# What is needed
Filter task. Return each line of the material that holds the string "Bridge".

# Exercise data
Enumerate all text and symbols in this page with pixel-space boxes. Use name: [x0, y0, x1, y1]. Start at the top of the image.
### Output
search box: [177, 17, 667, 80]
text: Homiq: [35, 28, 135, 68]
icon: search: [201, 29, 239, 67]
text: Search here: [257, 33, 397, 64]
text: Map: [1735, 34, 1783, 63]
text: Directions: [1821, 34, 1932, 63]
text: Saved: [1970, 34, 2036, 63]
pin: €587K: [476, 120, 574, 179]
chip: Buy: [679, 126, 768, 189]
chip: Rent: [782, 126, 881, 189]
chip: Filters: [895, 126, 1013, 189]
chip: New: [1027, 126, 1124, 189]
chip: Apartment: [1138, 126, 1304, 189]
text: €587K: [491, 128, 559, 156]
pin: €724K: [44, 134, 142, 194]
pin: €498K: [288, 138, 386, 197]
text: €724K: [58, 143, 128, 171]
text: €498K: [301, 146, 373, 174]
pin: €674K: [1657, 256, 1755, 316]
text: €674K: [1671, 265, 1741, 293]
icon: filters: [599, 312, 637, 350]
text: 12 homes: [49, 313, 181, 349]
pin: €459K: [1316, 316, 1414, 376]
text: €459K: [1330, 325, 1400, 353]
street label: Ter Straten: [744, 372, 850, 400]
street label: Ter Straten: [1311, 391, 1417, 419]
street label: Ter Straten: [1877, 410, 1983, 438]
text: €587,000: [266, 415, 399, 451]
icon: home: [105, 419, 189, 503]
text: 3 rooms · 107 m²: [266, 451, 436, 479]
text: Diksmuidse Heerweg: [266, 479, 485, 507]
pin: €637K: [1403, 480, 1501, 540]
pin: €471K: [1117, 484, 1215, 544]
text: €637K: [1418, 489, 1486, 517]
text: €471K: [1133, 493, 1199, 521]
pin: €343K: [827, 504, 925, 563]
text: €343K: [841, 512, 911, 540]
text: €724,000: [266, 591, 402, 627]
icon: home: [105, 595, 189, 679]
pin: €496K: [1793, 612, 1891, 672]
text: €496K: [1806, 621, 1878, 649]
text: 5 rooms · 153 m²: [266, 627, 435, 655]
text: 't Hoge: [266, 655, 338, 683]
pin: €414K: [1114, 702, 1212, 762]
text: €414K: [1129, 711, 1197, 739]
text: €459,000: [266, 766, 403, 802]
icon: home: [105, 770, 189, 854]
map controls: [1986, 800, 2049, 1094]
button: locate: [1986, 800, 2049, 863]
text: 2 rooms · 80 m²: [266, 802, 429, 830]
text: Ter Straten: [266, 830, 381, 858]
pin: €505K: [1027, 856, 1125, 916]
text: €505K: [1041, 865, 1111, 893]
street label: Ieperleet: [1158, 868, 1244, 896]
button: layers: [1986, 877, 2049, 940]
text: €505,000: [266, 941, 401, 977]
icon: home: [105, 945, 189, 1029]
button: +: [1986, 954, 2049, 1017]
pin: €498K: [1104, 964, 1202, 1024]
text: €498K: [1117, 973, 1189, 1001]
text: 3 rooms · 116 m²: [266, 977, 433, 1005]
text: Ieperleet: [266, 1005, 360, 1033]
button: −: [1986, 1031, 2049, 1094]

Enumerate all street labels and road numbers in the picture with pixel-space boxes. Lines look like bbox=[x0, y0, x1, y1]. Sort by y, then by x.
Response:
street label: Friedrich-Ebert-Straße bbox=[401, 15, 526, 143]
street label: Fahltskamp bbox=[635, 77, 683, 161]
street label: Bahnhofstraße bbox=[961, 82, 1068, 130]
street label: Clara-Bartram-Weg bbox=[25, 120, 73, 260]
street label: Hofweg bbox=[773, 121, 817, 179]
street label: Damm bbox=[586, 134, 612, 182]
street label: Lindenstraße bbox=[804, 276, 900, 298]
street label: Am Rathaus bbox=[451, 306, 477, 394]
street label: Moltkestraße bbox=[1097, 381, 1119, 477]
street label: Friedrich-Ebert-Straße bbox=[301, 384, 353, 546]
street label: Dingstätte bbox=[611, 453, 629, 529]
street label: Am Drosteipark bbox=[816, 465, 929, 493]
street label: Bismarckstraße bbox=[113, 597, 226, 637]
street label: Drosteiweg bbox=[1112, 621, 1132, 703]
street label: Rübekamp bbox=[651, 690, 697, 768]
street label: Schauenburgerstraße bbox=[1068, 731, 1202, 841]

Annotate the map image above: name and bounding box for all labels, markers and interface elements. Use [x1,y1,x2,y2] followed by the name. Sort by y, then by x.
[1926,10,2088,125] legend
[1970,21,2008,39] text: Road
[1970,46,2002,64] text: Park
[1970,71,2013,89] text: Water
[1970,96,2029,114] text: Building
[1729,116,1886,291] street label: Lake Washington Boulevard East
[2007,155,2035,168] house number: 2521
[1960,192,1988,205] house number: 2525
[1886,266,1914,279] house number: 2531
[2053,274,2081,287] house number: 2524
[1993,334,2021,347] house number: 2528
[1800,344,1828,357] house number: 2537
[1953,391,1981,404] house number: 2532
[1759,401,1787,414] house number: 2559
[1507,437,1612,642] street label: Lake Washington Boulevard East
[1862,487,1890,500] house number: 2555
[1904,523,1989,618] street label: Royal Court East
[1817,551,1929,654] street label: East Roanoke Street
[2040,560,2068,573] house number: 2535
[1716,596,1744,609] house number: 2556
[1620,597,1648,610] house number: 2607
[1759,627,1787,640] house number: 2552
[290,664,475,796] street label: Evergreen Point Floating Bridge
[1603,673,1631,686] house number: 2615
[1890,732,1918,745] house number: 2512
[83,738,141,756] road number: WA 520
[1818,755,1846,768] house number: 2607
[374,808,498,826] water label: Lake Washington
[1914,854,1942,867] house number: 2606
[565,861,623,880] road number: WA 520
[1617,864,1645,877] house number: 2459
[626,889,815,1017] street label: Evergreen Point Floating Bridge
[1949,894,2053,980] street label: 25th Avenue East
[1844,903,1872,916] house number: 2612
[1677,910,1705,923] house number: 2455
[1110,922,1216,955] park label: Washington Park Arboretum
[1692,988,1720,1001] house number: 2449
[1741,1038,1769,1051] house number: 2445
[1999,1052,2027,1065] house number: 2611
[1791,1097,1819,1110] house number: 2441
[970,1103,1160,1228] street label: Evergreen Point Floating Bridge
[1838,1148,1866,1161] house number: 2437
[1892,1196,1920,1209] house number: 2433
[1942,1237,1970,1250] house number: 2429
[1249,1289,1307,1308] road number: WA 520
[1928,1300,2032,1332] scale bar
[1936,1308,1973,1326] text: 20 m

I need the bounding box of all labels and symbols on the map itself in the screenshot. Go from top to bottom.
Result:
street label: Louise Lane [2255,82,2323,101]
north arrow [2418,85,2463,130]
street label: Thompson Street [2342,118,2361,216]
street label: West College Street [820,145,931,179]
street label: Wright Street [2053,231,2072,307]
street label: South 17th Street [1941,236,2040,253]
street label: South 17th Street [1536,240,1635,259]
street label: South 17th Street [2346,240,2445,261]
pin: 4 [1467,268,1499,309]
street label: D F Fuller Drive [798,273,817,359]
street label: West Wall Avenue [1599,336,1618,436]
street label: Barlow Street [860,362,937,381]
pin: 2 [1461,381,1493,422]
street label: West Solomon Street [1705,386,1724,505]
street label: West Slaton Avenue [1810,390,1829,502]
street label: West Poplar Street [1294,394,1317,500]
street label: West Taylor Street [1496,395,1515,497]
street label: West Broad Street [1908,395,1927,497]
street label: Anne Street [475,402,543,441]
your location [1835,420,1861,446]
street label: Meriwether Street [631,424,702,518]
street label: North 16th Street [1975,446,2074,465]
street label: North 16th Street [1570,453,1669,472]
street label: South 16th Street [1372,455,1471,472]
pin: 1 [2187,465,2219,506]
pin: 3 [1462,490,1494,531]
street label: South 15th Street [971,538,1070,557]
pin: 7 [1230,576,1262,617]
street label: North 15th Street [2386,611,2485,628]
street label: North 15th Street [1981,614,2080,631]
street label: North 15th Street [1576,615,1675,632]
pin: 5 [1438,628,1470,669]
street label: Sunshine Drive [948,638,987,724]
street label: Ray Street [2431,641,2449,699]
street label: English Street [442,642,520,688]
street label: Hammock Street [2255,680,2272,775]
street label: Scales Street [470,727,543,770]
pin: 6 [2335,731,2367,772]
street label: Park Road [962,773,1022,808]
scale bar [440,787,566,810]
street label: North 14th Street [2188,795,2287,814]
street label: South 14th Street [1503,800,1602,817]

# Answer for this exercise
[290,664,475,796] street label: Evergreen Point Floating Bridge
[626,889,815,1017] street label: Evergreen Point Floating Bridge
[970,1103,1160,1228] street label: Evergreen Point Floating Bridge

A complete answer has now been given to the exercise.